[HN Gopher] What Is Rust's Unsafe? (2019)
___________________________________________________________________
What Is Rust's Unsafe? (2019)
Author : luu
Score : 100 points
Date : 2022-04-10 17:36 UTC (5 hours ago)
(HTM) web link (nora.codes)
(TXT) w3m dump (nora.codes)
| verdagon wrote:
| Interestingly enough, unsafe is the root reason Rust couldn't add
| Vale's Seamless Concurrency feature [0] which is basically a way
| to add a "parallel" loop that can access any existing data,
| without refactoring it or any existing code.
|
| If Rust didn't have unsafe, it could have that feature. Instead,
| the Rust compiler assumes a lot of data is !Sync, such as
| anything that might indirectly contain a trait object (unless
| explicitly given + Sync) which might contain a Cell or RefCell,
| both of which are only possible because of unsafe.
|
| Without those, without unsafe, shared borrow references would be
| true immutable borrow references, and Sync would go away, and we
| could have Seamless Concurrency in Rust.
|
| I often wonder what else would emerge in an unsafe-less Rust!
|
| Still, Given Rust's priorities (low level development) and the
| borrow checker's occasional need for workarounds, and the sheer
| usefulness of shared mutability, it was a wise decision for Rust
| to include unsafe.
|
| [0] https://verdagon.dev/blog/seamless-fearless-structured-
| concu...
| ______-_-______ wrote:
| I'm not sure I follow this. If Rust wanted the feature in that
| blog post, they could restrict it to only accessing data that
| is Sync. They wouldn't have to throw out the concept of Sync
| entirely, in fact cases like this are the reason it exists.

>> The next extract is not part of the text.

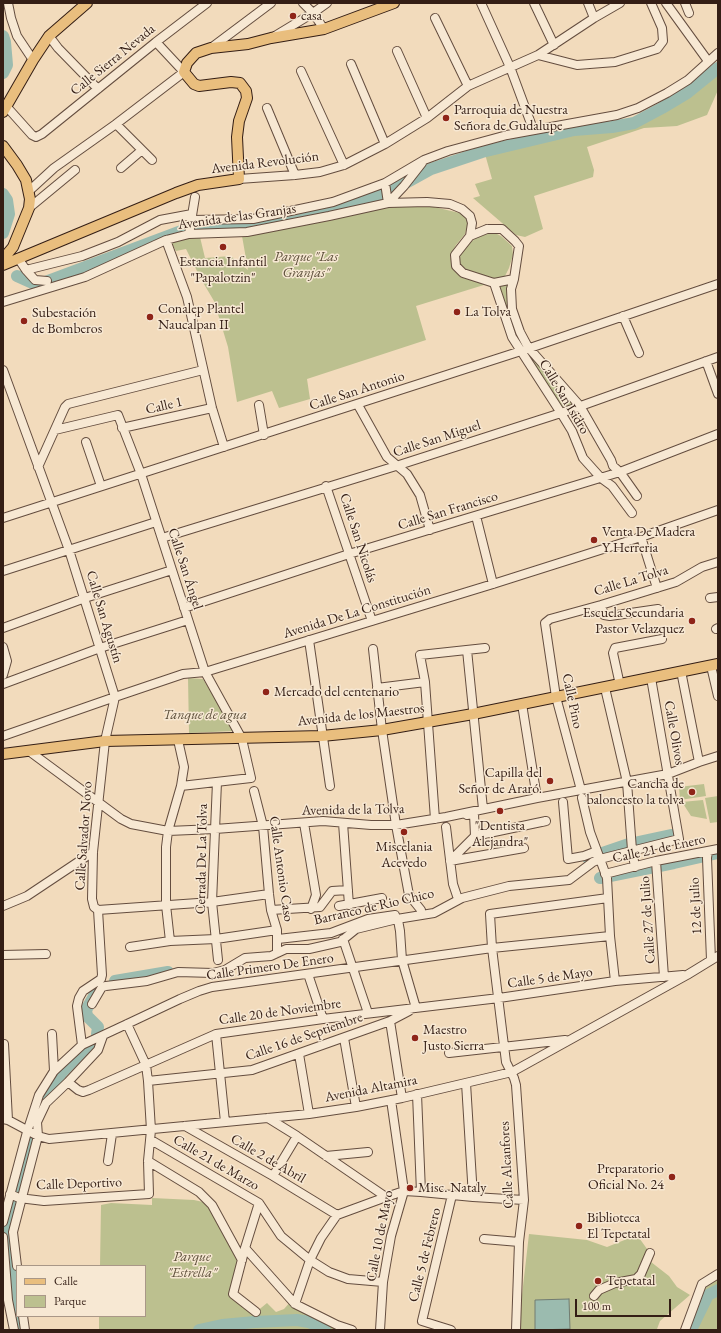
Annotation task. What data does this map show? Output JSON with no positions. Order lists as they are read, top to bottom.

| Rust just chooses to leave this kind of feature up to libraries
| instead of building it into the language.
|
| And even without unsafe, you still couldn't assume all data is
| Sync. Counter-examples include references to data in thread-
| local storage, and most data used with ffi.
| zozbot234 wrote:
| > Without those, without unsafe, shared borrow references would
| be true immutable borrow
|
| Rust devs have thought about implementing "true immutable"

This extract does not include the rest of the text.